While U.S troops are in the field, however, it is difficult to express just how utterly unconscionable it is for Congress to divert money requested for fuel, ammunition and training to earmarks requested by individual members of Congress for pet projects designed to enhance their reputations or buy votes.
But that is just what has happened in this country, where politicians are becoming more brazen by the day with their unapologetic, self-serving tactics.
Pork-barrel spending is hardly new in Washington. But Winslow Wheeler, a senior fellow at the nonpartisan Center for Defense Information, which conducted a study on this year’s defense budget, has made some alarming discoveries.
“In 30 years on Capitol Hill, I never saw Congress mangle the defense budget as badly as this year.”
And they couldn’t have picked a worse time to do it, with our country mired in two seemingly intractable wars which have stretched our defense resources so thin we must hope and pray nothing goes wrong in the world.
Congress cut the administration’s request for operations and maintenance, or O&M, by a total of about $3 billion. Instead of spending for training, repairs, spare parts, supplies, weapons, ammunition and the like, it allocated $2.8 billion for 778 different projects designed to enhance individual legislators’ prestige, bring money to home districts or pay off campaign contributors.
Among the earmarks were $25 million for a World War II museum in New Orleans, $20 million to jump-start an “educational” institute to be named after the late Sen. Edward M. Kennedy, $20 million for a space surveillance system in Hawaii and $25 million for something called the Hawaii Federal Health Care Network, just to name a few.

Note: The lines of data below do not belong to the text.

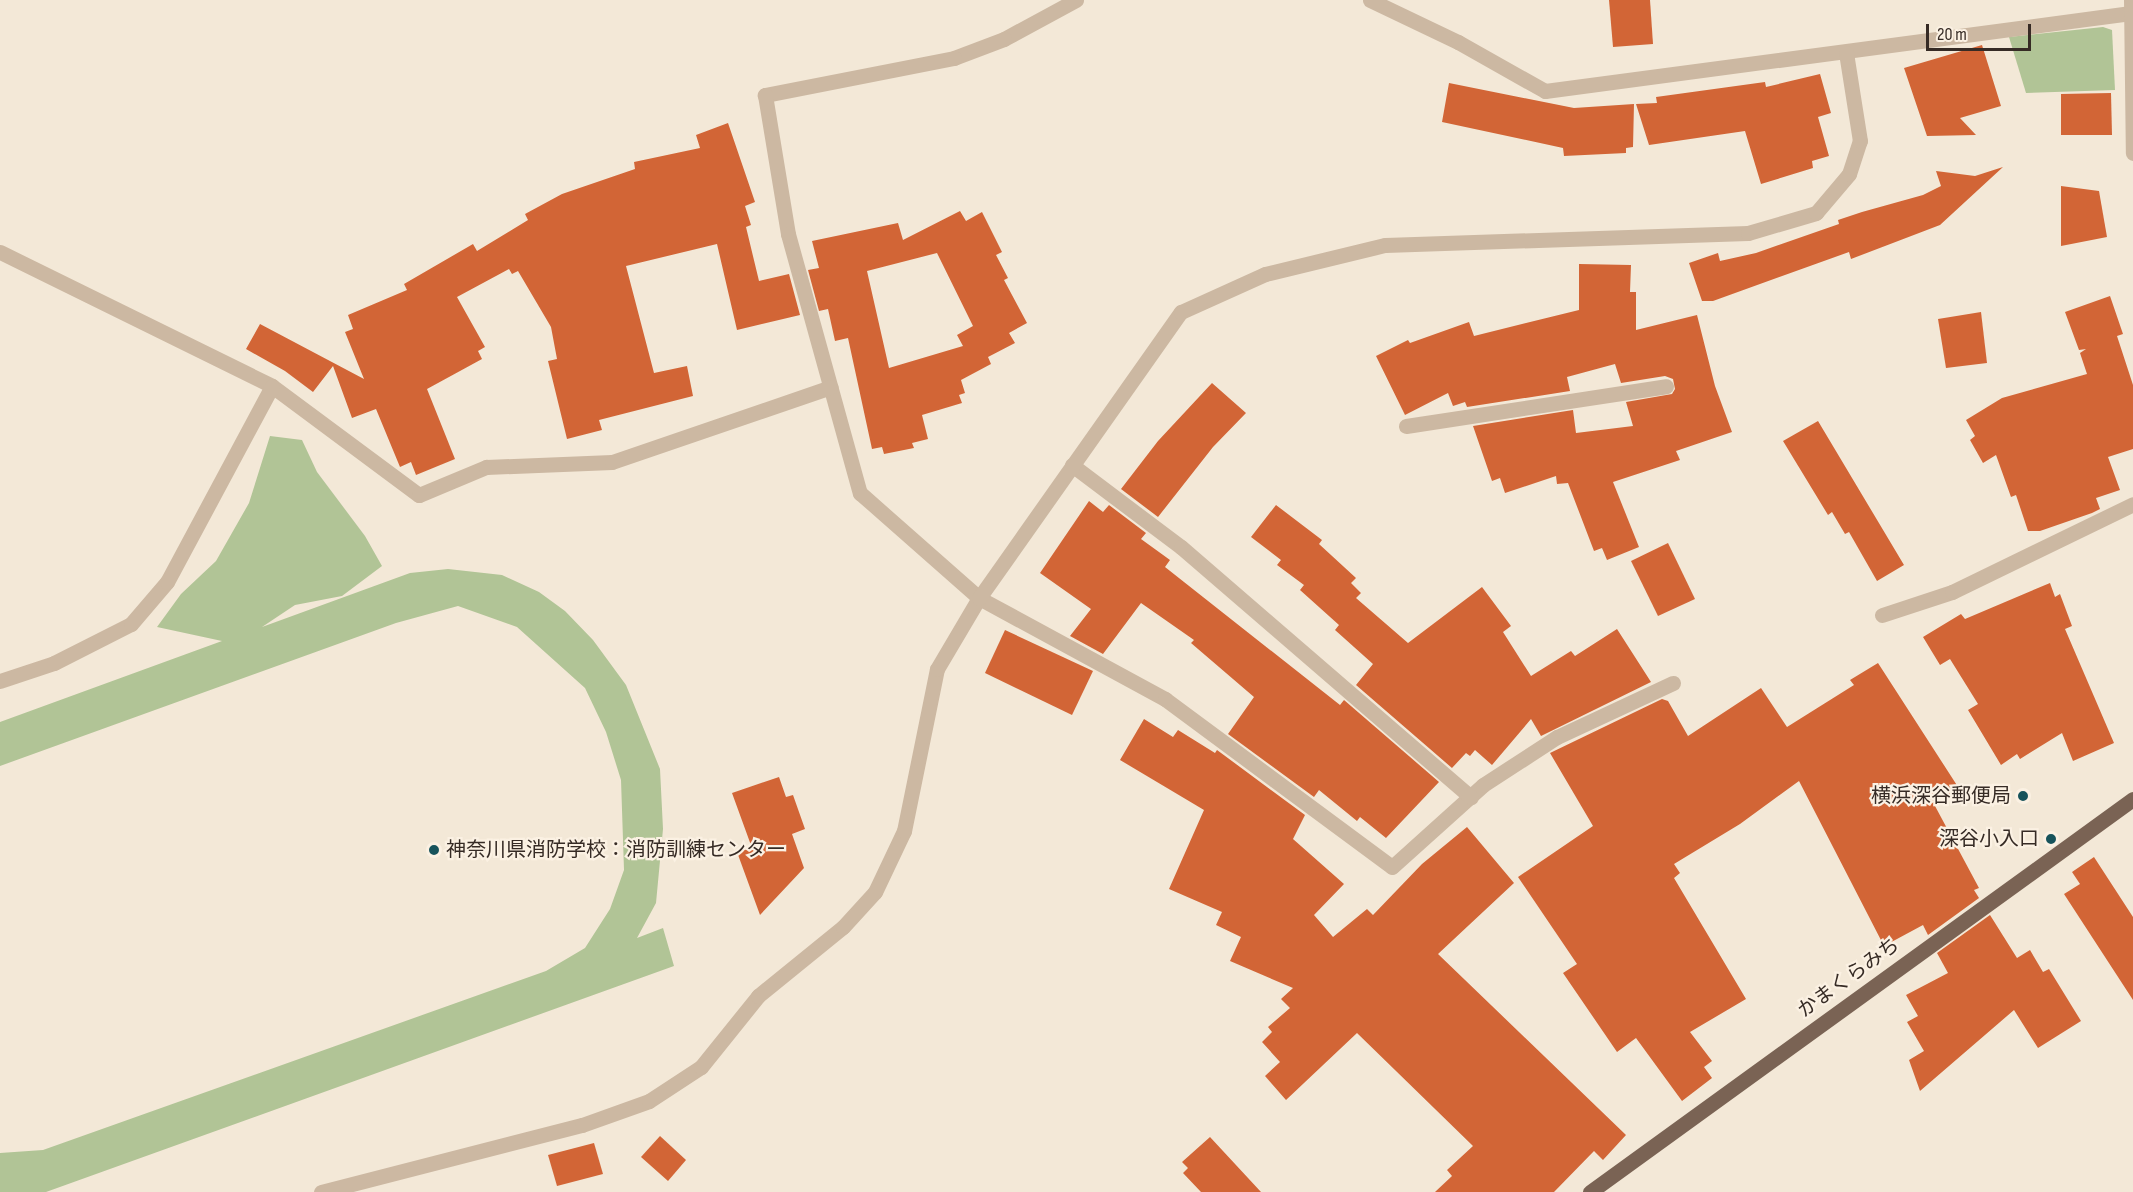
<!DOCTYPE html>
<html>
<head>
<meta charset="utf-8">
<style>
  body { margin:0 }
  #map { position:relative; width:2133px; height:1192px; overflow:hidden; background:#f3e8d7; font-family:"Sofia Sans Condensed","Noto Sans JP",sans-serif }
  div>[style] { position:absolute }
  .green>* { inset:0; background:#b1c496 }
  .building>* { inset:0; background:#d26536 }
  .minor>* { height:15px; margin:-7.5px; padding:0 7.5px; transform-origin:7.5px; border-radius:7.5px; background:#ccb8a2 }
  .major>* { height:15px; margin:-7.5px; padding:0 7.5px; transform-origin:7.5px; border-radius:7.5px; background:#7a6354 }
  .dots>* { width:16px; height:16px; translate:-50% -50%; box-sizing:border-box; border:3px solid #fbf1e3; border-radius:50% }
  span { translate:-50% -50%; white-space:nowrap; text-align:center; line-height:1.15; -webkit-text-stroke:4.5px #fbf1e3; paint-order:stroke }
  .poi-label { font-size:20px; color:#362b25 }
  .right { translate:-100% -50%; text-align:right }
  .left { translate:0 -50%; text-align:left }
  .street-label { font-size:20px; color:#362b25 }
  .scale { position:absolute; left:1926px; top:24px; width:105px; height:27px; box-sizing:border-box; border:3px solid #362b25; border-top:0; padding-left:8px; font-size:18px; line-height:21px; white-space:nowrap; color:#362b25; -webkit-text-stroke:4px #fbf1e3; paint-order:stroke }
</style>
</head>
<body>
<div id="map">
  <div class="green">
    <i style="clip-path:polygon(2103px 27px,2112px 30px,2115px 90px,2026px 93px,2009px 37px)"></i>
    <i style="clip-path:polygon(270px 436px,302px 440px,317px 472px,365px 536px,382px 566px,342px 596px,295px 605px,262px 627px,410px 573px,448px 569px,502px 575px,539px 592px,565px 611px,593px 640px,626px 685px,660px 769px,663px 829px,656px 903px,637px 938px,663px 928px,674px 966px,46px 1192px,0 1192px,0 1153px,43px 1150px,546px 971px,585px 948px,610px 909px,624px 870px,621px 780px,606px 732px,585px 688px,517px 627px,458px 606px,396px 623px,0 766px,0 722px,222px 641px,157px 627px,181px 594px,216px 561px,249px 503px)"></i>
  </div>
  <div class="building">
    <i style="clip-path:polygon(1609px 0,1650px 0,1653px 44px,1613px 47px)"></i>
    <i style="clip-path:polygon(1982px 45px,2001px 106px,1960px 118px,1976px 135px,1927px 136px,1904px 68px)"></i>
    <i style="clip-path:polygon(1820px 74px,1831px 113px,1818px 117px,1829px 156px,1812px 161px,1813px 168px,1761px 184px,1745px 131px,1649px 145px,1636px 104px,1657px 103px,1656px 97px,1765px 82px,1766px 87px)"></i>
    <i style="clip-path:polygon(1449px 83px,1574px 108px,1634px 104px,1633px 147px,1626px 148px,1626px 153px,1564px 156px,1563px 148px,1442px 122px)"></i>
    <i style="clip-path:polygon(2111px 93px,2112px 135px,2061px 135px,2061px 94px)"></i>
    <i style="clip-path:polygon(728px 123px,755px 202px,745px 206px,751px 225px,746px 227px,759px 281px,789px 274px,800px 315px,737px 330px,717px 244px,626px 266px,654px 373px,687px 366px,693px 396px,599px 420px,602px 430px,567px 439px,548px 361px,557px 359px,551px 327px,518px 271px,512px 274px,509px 269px,457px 297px,485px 347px,478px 351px,482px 359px,427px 389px,455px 459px,416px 475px,411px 462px,400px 467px,376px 409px,352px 418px,333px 366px,313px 392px,285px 371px,246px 349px,260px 324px,364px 379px,345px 332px,353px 329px,348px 315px,407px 290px,404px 284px,473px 244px,477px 251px,528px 220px,525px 214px,562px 194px,635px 169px,634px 162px,700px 148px,696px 135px)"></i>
    <i style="clip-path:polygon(2003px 167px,1940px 225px,1851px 259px,1849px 252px,1713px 301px,1702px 301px,1689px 263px,1718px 253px,1720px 261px,1756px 253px,1839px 224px,1838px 220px,1862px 212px,1923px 195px,1941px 186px,1936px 171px,1975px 176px)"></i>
    <i style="clip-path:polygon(2061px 186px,2099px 191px,2107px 237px,2061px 246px)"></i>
    <i style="clip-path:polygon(evenodd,960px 211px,966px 221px,982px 212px,1002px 252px,996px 255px,1008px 278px,1004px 280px,1027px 323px,1009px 333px,1015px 343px,988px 357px,991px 364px,961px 380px,965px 393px,959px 395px,962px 403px,922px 415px,928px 439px,912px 443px,914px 448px,884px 454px,882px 447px,872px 449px,848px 338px,835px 341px,828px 309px,819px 311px,808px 270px,819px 268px,812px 241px,898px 223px,903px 240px,960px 211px,937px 253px,973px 326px,957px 335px,963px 346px,889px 368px,867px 271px,937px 253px)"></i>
    <i style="clip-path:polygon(1579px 264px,1631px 265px,1630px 292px,1636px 292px,1636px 330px,1697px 315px,1715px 386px,1732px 432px,1676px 451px,1680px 460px,1613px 482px,1639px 547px,1607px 560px,1602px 548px,1594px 551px,1568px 483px,1557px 484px,1556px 476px,1505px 493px,1500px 478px,1492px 481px,1473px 426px,1573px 410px,1576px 433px,1633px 426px,1626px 402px,1672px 394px,1675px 389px,1673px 379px,1665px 376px,1621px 383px,1615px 364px,1567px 377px,1570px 391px,1467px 407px,1465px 402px,1453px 406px,1448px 393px,1405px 415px,1376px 356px,1408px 340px,1410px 343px,1469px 322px,1474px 336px,1579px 310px)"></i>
    <i style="clip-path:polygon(2110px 296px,2123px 334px,2117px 336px,2133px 385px,2133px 449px,2108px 457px,2120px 490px,2096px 498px,2100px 509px,2092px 513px,2040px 531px,2028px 531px,2016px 495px,2011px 497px,1996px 455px,1983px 463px,1970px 440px,1975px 436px,1966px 420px,2002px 398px,2087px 374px,2080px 353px,2086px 349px,2079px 350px,2065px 312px)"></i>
    <i style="clip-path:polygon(1981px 312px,1987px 363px,1946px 368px,1938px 319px)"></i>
    <i style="clip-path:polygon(1212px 383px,1246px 413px,1213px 447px,1158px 517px,1121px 489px,1158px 441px)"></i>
    <i style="clip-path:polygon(1818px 421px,1904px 565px,1877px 581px,1849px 532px,1845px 534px,1832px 512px,1828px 515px,1783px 441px)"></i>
    <i style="clip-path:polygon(1089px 501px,1103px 512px,1109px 505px,1146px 533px,1141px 539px,1170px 560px,1165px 567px,1340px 705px,1344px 700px,1439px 782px,1386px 838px,1360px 817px,1357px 821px,1319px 790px,1314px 797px,1228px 734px,1254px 697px,1191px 643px,1194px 640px,1141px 603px,1103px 654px,1070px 636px,1091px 609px,1040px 573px)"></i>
    <i style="clip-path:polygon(1276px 505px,1322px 540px,1319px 544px,1356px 578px,1351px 583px,1361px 593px,1356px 598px,1408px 643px,1482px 587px,1511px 626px,1503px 632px,1531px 676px,1571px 651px,1575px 656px,1617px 629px,1651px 682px,1541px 736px,1531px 719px,1492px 765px,1475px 750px,1470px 756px,1466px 753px,1452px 768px,1356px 685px,1373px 664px,1335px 630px,1339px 625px,1300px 590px,1304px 585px,1277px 565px,1281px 560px,1251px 537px)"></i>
    <i style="clip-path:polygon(1668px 543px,1695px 599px,1658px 616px,1631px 561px)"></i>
    <i style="clip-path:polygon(2050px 583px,2055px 597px,2060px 594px,2072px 626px,2065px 629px,2114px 743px,2073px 761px,2062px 733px,2020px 759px,2017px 754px,2001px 765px,1968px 710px,1978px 704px,1950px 659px,1940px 665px,1923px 637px,1961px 614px,1965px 619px)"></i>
    <i style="clip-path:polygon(1005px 630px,1093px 671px,1072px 715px,985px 673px)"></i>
    <i style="clip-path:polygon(1878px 663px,1960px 790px,1935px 806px,1979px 888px,1974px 890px,1979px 898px,1928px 935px,1923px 925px,1884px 946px,1799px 781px,1740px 824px,1674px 864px,1680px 873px,1674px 878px,1746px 999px,1690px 1032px,1712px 1061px,1704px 1067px,1712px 1078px,1682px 1101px,1636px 1038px,1617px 1052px,1563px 973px,1577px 964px,1518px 877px,1593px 826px,1550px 753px,1662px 699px,1668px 701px,1688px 736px,1761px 688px,1787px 727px,1854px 685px,1850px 680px)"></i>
    <i style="clip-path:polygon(1144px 719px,1173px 737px,1178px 730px,1215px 753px,1217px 750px,1305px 815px,1293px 839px,1344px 884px,1314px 915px,1333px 937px,1367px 909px,1373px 915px,1422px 864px,1467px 827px,1514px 883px,1438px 954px,1626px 1135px,1603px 1160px,1594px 1151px,1554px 1192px,1435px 1192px,1452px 1176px,1447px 1170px,1473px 1146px,1357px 1033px,1286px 1100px,1265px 1076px,1280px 1062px,1262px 1042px,1272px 1032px,1268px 1027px,1290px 1008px,1281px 999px,1293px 988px,1230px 961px,1241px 937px,1216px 925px,1222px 912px,1169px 889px,1204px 810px,1120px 760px)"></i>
    <i style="clip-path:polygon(779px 777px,786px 797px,793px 795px,805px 829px,792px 834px,804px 868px,760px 915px,737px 852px,752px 848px,732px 793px)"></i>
    <i style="clip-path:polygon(2094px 857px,2133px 917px,2133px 1000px,2064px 894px,2080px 884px,2072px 872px)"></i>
    <i style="clip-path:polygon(1990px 915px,2017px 958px,2030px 950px,2043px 972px,2049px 969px,2081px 1021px,2038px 1048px,2014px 1010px,1920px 1091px,1909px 1060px,1924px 1051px,1907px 1022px,1918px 1016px,1906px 995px,1948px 973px,1937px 953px)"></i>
    <i style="clip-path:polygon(660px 1136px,686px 1160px,668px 1181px,641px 1157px)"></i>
    <i style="clip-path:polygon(1210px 1137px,1261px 1192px,1201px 1192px,1183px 1173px,1188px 1168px,1182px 1162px)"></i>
    <i style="clip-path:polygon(594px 1143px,603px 1174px,557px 1186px,548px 1155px)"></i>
  </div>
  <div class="minor">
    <i style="left:1076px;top:0;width:82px;rotate:151.6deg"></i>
    <i style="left:1004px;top:39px;width:53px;rotate:159.2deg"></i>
    <i style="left:954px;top:58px;width:193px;rotate:168.9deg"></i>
    <i style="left:765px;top:95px;width:141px;rotate:80.6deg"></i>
    <i style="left:788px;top:234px;width:269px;rotate:74.5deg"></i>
    <i style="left:860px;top:493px;width:159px;rotate:41.4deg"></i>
    <i style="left:979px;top:598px;width:212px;rotate:28.5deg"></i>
    <i style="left:1165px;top:699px;width:282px;rotate:36.5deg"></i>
    <i style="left:1392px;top:867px;width:122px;rotate:-42deg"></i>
    <i style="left:1483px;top:785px;width:88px;rotate:-33deg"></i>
    <i style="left:1557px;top:737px;width:128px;rotate:-25deg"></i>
    <i style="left:1370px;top:0;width:98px;rotate:25.5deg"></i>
    <i style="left:1458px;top:42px;width:100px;rotate:29.4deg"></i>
    <i style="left:1545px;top:91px;width:591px;rotate:-7.58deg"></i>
    <i style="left:2131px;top:0;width:153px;rotate:89.3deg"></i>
    <i style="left:0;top:252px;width:303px;rotate:26.2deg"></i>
    <i style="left:272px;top:386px;width:183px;rotate:36.6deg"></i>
    <i style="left:419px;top:495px;width:73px;rotate:-22.7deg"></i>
    <i style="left:486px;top:467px;width:126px;rotate:-2.3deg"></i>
    <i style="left:612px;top:462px;width:231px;rotate:-18.9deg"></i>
    <i style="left:1406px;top:426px;width:263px;rotate:-8.7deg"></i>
    <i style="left:1072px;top:465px;width:136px;rotate:37deg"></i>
    <i style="left:1181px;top:547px;width:383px;rotate:40.8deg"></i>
    <i style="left:1882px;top:615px;width:74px;rotate:-18.2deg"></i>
    <i style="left:1952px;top:592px;width:201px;rotate:-25.9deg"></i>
    <i style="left:0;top:681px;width:57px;rotate:-18.4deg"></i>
    <i style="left:54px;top:663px;width:86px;rotate:-26.9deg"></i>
    <i style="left:131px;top:624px;width:55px;rotate:-49.4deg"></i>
    <i style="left:167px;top:582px;width:222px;rotate:-61.8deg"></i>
    <i style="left:321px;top:1192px;width:269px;rotate:-14.4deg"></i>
    <i style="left:582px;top:1125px;width:71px;rotate:-19.7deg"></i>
    <i style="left:649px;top:1101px;width:62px;rotate:-33.2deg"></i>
    <i style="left:701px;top:1067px;width:91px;rotate:-51.2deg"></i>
    <i style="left:758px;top:996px;width:109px;rotate:-39.1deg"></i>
    <i style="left:843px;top:927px;width:47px;rotate:-47.6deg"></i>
    <i style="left:875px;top:892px;width:68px;rotate:-64.6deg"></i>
    <i style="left:904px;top:831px;width:165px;rotate:-78.5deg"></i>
    <i style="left:937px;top:669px;width:82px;rotate:-59.4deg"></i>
    <i style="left:979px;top:598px;width:350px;rotate:-54.8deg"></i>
    <i style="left:1181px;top:312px;width:92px;rotate:-24.3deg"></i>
    <i style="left:1265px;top:274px;width:123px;rotate:-13.6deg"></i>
    <i style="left:1385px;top:245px;width:363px;rotate:-1.9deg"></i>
    <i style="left:1748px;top:233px;width:71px;rotate:-16.4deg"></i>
    <i style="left:1816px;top:213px;width:51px;rotate:-49.8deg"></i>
    <i style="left:1849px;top:174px;width:35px;rotate:-72deg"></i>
    <i style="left:1860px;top:141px;width:89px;rotate:-99deg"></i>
  </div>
  <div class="major">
    <i style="left:1590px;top:1192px;width:670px;rotate:-35.9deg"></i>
  </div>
  <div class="dots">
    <i style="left:2023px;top:796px;background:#17535b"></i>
    <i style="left:2051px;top:839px;background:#17535b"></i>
    <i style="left:434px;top:850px;background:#17535b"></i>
  </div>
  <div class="poi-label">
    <span class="right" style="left:2011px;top:796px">横浜深谷郵便局</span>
    <span class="right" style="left:2039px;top:839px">深谷小入口</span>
    <span class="left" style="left:446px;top:850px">神奈川県消防学校：消防訓練センター</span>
  </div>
  <div class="street-label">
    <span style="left:1849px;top:978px;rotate:-36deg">かまくらみち</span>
  </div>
  <div class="scale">20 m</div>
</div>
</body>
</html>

Among the greediest porkers was Democratic Sen. Daniel Inouye of Hawaii, chairman of the Appropriations Committee. In all, Inouye inserted 35 earmarks worth more than $206 million. He was outdone by Republican Sen. Thad Cochran, of Mississippi, who sponsored 48 earmarks worth $216 million. Do these people have no shame?
It’s not as if raiding the O&M budget is without consequences. According to Mr. Wheeler, “Air Force and Navy combat pilots training to deploy are getting about half the flying hours they got at the end of the Vietnam War. Army tank crews get less in tank training today than they did during the low-readiness Clinton years.”
The Navy has been forced to curtail at-sea training and flying because of a shortfall in O&M funds. Less training probably will translate into more American casualties, and a reduced prospect for victory in Afghanistan and Iraq.
The House and Senate defense appropriations bills differ in some respects. That means a conference committee will have to reconcile the two versions, and that could be good news. That committee could and should remove the pork.
Don’t hold your breath. They’re likely to concern themselves more with the political interests of their colleagues than with the interests of far away soldiers who are conveniently out of sight and out of mind.